Outstanding at AGU 2022

Congratulations to Hilary Chang and M. Geogdzhayeva for being given Outstanding Student Presentation Awards (OSPA) for their presentations at the fall meeting of the American Geophysical Union (AGU), which took place in Chicago and online in December 2022. The award recognizes undergraduate, master’s and PhD students who present quality research in the geophysical sciences.

Hilary Chang is a fourth year PhD candidate working with Nori Nakata on earthquakes and near-surface structure characterization and temporal monitoring. Her talk, “Determining shallow structure beneath the dense LASSO array to improve ground motion prediction and source-parameter estimation” is a collaborative work with fellow EAPS scientists Hongrui Qiu, Zhendong Zhang, Nori Nakata, and Rachel Abercrombie. In it, she talked about how the team extracted surface waves from ambient noise and used them to probe the near-surface structure using a dense array in Oklahoma. They explored how lateral structural heterogeneity amplify earthquake ground motions and affect our ability to precisely characterize earthquake source. They found that shallow structure has a systematic influence on the observed earthquake source parameters even in a low-relief river plain. Hence, they recommend deploying the array considering the sedimentary structure and beware that attenuation of the shallow layers can cause significant impact on the observation. They also found ground water can potentially amplify earthquake vertical ground motions by three times and should be considered in hazard assessment.
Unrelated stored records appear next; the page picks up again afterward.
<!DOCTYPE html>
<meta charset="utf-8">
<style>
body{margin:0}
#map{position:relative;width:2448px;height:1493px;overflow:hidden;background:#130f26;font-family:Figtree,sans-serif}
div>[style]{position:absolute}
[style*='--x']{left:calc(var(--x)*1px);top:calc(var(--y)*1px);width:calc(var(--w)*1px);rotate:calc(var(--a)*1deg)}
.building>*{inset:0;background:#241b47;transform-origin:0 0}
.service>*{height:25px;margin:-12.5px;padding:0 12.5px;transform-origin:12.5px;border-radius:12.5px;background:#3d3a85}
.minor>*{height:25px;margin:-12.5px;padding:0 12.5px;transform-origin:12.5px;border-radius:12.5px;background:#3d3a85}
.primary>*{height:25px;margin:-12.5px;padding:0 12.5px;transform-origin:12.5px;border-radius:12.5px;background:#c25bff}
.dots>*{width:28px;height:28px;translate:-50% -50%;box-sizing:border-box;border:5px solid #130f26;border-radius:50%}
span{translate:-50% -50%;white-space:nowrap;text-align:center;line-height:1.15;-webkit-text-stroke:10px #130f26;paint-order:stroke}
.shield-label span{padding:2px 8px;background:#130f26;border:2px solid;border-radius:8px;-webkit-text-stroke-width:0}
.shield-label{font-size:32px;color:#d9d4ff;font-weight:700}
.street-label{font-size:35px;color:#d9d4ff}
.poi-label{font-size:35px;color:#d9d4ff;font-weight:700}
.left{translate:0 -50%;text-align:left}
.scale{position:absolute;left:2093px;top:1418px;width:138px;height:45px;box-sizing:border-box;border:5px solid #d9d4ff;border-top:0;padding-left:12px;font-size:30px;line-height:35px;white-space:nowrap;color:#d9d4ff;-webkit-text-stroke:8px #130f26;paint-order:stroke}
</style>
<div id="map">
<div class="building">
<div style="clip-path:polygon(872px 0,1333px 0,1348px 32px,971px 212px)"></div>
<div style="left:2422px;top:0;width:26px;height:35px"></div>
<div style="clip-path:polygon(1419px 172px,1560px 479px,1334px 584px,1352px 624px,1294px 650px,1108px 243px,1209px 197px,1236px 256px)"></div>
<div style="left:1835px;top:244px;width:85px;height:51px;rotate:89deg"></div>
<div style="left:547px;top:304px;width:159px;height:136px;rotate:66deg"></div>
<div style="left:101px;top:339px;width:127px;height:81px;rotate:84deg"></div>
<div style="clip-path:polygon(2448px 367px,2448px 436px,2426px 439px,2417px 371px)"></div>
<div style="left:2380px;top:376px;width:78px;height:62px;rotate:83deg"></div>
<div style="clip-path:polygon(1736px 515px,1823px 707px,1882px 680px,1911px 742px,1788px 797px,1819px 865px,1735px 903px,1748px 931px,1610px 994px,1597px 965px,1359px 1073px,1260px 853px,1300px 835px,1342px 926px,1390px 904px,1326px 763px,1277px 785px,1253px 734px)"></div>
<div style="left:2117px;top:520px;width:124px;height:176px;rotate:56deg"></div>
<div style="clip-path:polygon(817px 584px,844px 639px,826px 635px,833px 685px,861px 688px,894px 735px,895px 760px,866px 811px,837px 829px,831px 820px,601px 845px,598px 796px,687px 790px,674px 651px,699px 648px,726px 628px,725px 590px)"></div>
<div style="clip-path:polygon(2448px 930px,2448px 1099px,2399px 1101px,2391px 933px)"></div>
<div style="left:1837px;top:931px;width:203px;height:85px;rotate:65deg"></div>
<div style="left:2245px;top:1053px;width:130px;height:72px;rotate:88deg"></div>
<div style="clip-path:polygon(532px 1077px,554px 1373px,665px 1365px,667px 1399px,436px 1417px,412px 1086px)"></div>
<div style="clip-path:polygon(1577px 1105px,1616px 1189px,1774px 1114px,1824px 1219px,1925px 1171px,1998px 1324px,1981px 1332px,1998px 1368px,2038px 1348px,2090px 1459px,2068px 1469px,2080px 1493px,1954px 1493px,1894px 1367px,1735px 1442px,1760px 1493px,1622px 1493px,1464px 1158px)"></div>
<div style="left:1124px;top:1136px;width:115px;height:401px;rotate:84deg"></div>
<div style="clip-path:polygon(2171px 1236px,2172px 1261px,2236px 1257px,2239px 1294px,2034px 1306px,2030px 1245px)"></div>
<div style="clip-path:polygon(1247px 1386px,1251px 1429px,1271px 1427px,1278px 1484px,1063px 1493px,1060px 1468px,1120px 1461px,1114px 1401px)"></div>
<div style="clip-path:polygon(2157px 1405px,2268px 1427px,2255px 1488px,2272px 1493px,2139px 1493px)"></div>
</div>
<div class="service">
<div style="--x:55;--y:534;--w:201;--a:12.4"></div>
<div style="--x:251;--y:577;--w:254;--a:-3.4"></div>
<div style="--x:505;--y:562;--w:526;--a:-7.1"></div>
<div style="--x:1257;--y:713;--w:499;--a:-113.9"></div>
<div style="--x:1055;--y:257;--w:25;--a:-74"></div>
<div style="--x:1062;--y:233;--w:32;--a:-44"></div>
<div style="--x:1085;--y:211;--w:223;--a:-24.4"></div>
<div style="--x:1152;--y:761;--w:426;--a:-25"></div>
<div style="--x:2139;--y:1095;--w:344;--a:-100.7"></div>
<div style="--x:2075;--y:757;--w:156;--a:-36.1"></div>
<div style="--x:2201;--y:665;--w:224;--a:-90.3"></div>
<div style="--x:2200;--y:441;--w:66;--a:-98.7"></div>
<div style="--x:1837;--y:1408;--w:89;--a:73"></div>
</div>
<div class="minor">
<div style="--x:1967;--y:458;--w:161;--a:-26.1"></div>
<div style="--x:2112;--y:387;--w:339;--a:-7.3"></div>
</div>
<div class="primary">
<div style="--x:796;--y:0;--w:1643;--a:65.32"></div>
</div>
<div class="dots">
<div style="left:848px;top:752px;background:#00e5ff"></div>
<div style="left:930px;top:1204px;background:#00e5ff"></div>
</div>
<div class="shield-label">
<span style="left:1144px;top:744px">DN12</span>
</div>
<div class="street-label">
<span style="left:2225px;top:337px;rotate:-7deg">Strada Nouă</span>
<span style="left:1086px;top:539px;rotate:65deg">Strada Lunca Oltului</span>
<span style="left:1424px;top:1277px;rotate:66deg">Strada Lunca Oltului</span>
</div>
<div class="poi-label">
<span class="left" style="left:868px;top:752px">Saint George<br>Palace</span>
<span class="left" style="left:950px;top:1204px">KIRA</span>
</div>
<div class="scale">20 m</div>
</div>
M. “MG” Geogdzhayeva is an undergraduate in the physics department working on a UROP with Andre Souza in Raffaele Ferrari’s group. Their talk, “Extreme Event Projection for a Changing Chaotic Attractor,” discussed a statistical method for the projection of extreme event occurrence in a continuously changing environment. Using the Lorenz 1963 system as a case study, they developed a Markov chain-based framework to capture the extreme statistics of a chaotic system without requiring information about its dynamics. They then used this framework to show that even if the environment of a system is actively changing, the statistics of the system change smoothly, and are thus suitable for comparison to those of static environment. This work has implications for understanding and projecting extreme event statistics under climate change. They are currently working on applying the same framework to the projection of extreme heat event occurrence.